To calculate the errors the elements of the target vector y is subtracted from the hypothesis vector.

 $$ \vec{e} = X\vec{\theta} - \vec{y} = \begin{bmatrix} \theta_0 + \theta_1x^1_1 - y^1_1 \\ \theta_0 + \theta_1x^2_1 - y^2_1 \\ \theta_0 + \theta_1x^3_1 - y^3_1 \end{bmatrix} $$


### Calculating the Squared Errors
To calculate the square of the errors an element wise squaring operation is performed.

 $$ \vec{e}^2 = (X\vec{\theta} - \vec{y})^2 =  \begin{bmatrix} (\theta_0 + \theta_1x^1_1 - y^1_1)^2 \\ (\theta_0 + \theta_1x^2_1 - y^2_1)^2 \\ (\theta_0 + \theta_1x^3_1 - y^3_1)^2 \end{bmatrix} $$

Note: The square of the distance was performed element wise.

### Calculating the Sum of the Squared Errors

To sum the elements of the squared error vector a 1xm row vector (o) is multiplied by the squared error vector (e) to produce a 1x1 vector containing the sum of all the squared errors. 

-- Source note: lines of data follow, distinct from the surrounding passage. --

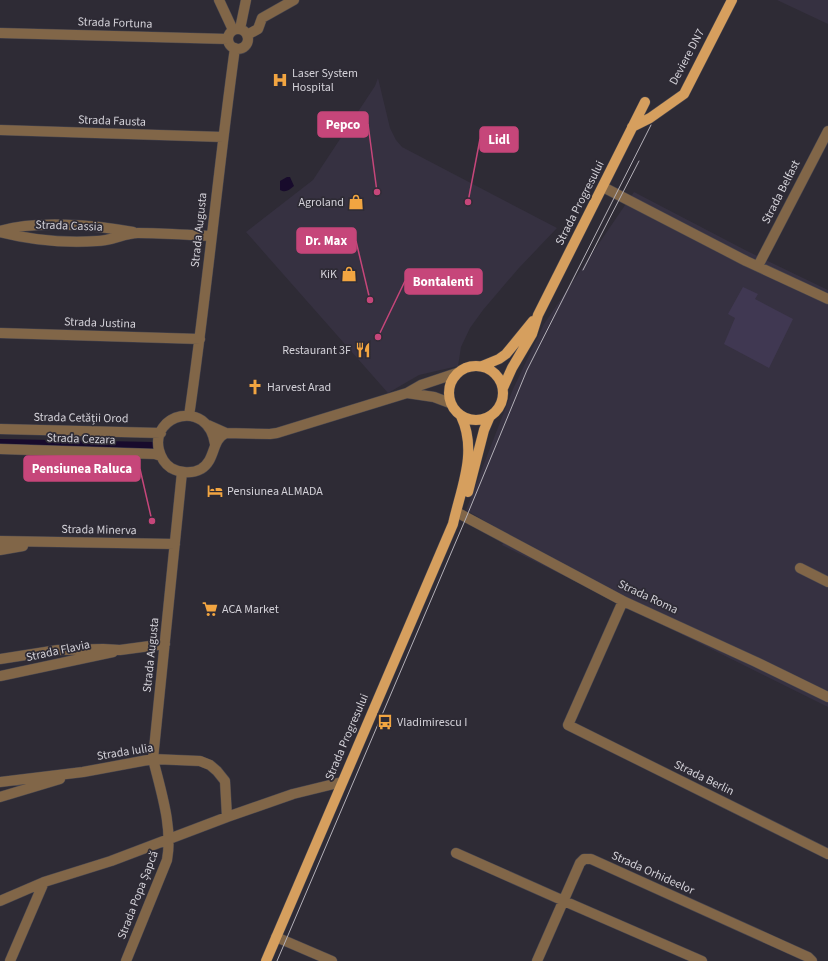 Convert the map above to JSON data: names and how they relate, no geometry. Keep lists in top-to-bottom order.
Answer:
{
  "streets": {
    "main road": ["Deviere DN7", "Strada Progresului"],
    "street": [
      "Strada Fortuna",
      "Strada Fausta",
      "Strada Belfast",
      "Strada Cassia",
      "Strada Augusta",
      "Strada Justina",
      "Strada Cetății Orod",
      "Strada Cezara",
      "Strada Minerva",
      "Strada Roma",
      "Strada Flavia",
      "Strada Iulia",
      "Strada Berlin",
      "Strada Orhideelor",
      "Strada Popa Șapcă"
    ]
  },
  "crossings": [
    ["Deviere DN7", "Strada Progresului"],
    ["Strada Fausta", "Strada Augusta"],
    ["Strada Progresului", "Strada Roma"],
    ["Strada Cassia", "Strada Augusta"],
    ["Strada Augusta", "Strada Justina"],
    ["Strada Augusta", "Strada Cetății Orod"],
    ["Strada Augusta", "Strada Cezara"],
    ["Strada Augusta", "Strada Minerva"],
    ["Strada Augusta", "Strada Flavia"],
    ["Strada Augusta", "Strada Iulia"],
    ["Strada Augusta", "Strada Popa Șapcă"],
    ["Strada Cetății Orod", "Strada Cezara"],
    ["Strada Roma", "Strada Berlin"]
  ],
  "places": {
    "hospital": ["Laser System Hospital"],
    "other": [
      "Pepco",
      "Lidl",
      "Dr. Max",
      "Bontalenti",
      "Pensiunea Raluca"
    ],
    "shop": ["Agroland", "KiK"],
    "restaurant": ["Restaurant 3F"],
    "church": ["Harvest Arad"],
    "hotel": ["Pensiunea ALMADA"],
    "supermarket": ["ACA Market"],
    "bus stop": ["Vladimirescu I"]
  }
}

$$ \sum{(h_{\theta}(x^{(i)}) - y^{(i)})^2} = \vec{o}^T\vec{e}^2  = \vec{o}^T(X\vec{\theta} - \vec{y})^2 = \begin{bmatrix} 1 & 1 & 1 \end{bmatrix} \begin{bmatrix} (\theta_0 + \theta_1x^1_1 - y^1_1)^2 \\ (\theta_0 + \theta_1x^2_1 - y^2_1)^2 \\ (\theta_0 + \theta_1x^3_1 - y^3_1)^2 \end{bmatrix} = \begin{bmatrix} (\theta_0 + \theta_1x^1_1 - y^1_1)^2 + (\theta_0 + \theta_1x^2_1 - y^2_1)^2 + (\theta_0 + \theta_1x^3_1 - y^3_1)^2 \end{bmatrix} $$


###Calculating the Product of the Reciprocal 2m by the Squared Errors
Finally to complete the cost function calculation the sum of the sqared errors is multiplied by the reciprocal of 2m.

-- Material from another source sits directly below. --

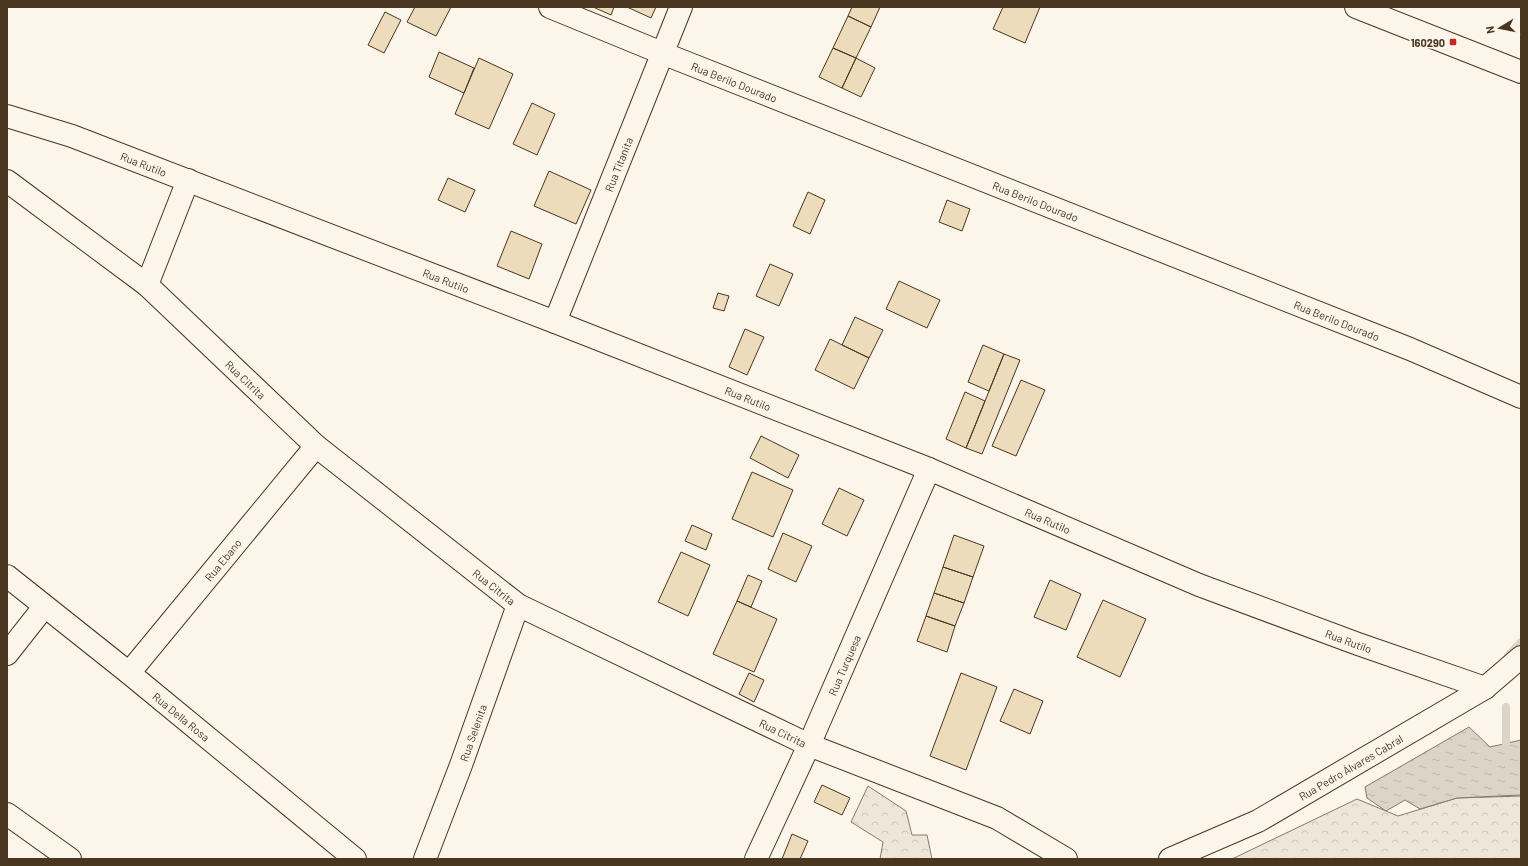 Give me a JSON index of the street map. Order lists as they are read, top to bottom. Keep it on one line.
{"streets":{"street":["Rua Berilo Dourado","Rua Rutilo","Rua Titanita","Rua Citrita","Rua Ebano","Rua Turquesa","Rua Della Rosa","Rua Selenita","Rua Pedro Álvares Cabral"]},"crossings":[["Rua Berilo Dourado","Rua Titanita"],["Rua Rutilo","Rua Titanita"],["Rua Rutilo","Rua Turquesa"],["Rua Rutilo","Rua Pedro Álvares Cabral"],["Rua Citrita","Rua Ebano"],["Rua Citrita","Rua Turquesa"],["Rua Citrita","Rua Selenita"],["Rua Ebano","Rua Della Rosa"]],"places":{"transit":["160290"]},"north":"left"}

$$J(\theta) = \frac{1}{2m}\sum{(h_{\theta}(x^{(i)}) - y^{(i)})^2} =  \frac{1}{2m}\vec{o}^T(X\vec{\theta} - \vec{y})^2 = \begin{bmatrix} \frac{1}{2m}(\theta_0 + \theta_1x^1_1 - y^1_1)^2 + \frac{1}{2m}(\theta_0 + \theta_1x^2_1 - y^2_1)^2 + \frac{1}{2m}(\theta_0 + \theta_1x^3_1 - y^3_1)^2 \end{bmatrix} $$

Thats it! Now lets put implement it in Python.

## Implementing the Cost Function in Python

In this section we will impliment our vectorized for of the cost function with a simple (ok, contrived) dataset.

In [64]:
#prologue
import pandas as pd
import numpy as np

In [65]:
X = pd.DataFrame({'x0' : pd.Series([1,1,1]), 'x1': pd.Series([1,2,5])})
X

Unnamed: 0,x0,x1
0,1,1
1,1,2
2,1,5


In [66]:
y = pd.DataFrame({'y' : pd.Series([0,2,4])})
y

Unnamed: 0,y
0,0
1,2
2,4


### Calculate the Hypothesis

To calculate our hypothesis we will first set theta to: $$ \vec{\theta} = \begin{bmatrix} 0 \\ 1 \end{bmatrix} $$

and calculate: $$ h_{\theta}(x) = X\vec{\theta} = \begin{bmatrix} 0*1 + 1*1 \\ 0*1 + 1*2 \\ 0*1 + 1*5 \end{bmatrix}  = \begin{bmatrix} 1 \\ 2 \\ 5 \end{bmatrix}  $$

We can expect the product to result in a 3x1 matrix.

In [67]:
theta = pd.DataFrame({'theta' : pd.Series([0, 1])})
theta

Unnamed: 0,theta
0,0
1,1


In [68]:
#Numpy .dot is used instead because the dataframe .dot function requires matching column names.
xtheta = np.dot(X, theta)
xtheta

array([[1],
       [2],
       [5]])

 ### Calculating the Errors
 
 
 $$ \vec{e} = X\vec{\theta} - \vec{y} = \begin{bmatrix} 1 \\ 2 \\ 5 \end{bmatrix} - \begin{bmatrix} 0 \\ 2 \\ 4 \end{bmatrix} = \begin{bmatrix} 1 \\ 0 \\ 1 \end{bmatrix} $$

In [69]:
errors = xtheta - y
errors

Unnamed: 0,y
0,1
1,0
2,1


 ### Calculating the Squared Errrors

$$ \vec{e}^2 = \begin{bmatrix} 1^2 \\ 0 \\ 1^2 \end{bmatrix} = \begin{bmatrix} 1 \\ 0 \\ 1 \end{bmatrix} $$

In [70]:
errorsSquared = errors**2
errorsSquared

Unnamed: 0,y
0,1
1,0
2,1


### Summing the Errors

To sum the error vector we multiply it by a column vector of ones. The multiplication results in the row elements of ones being multiplied and summed by column vector of errors, resulting in the sum of squared errors.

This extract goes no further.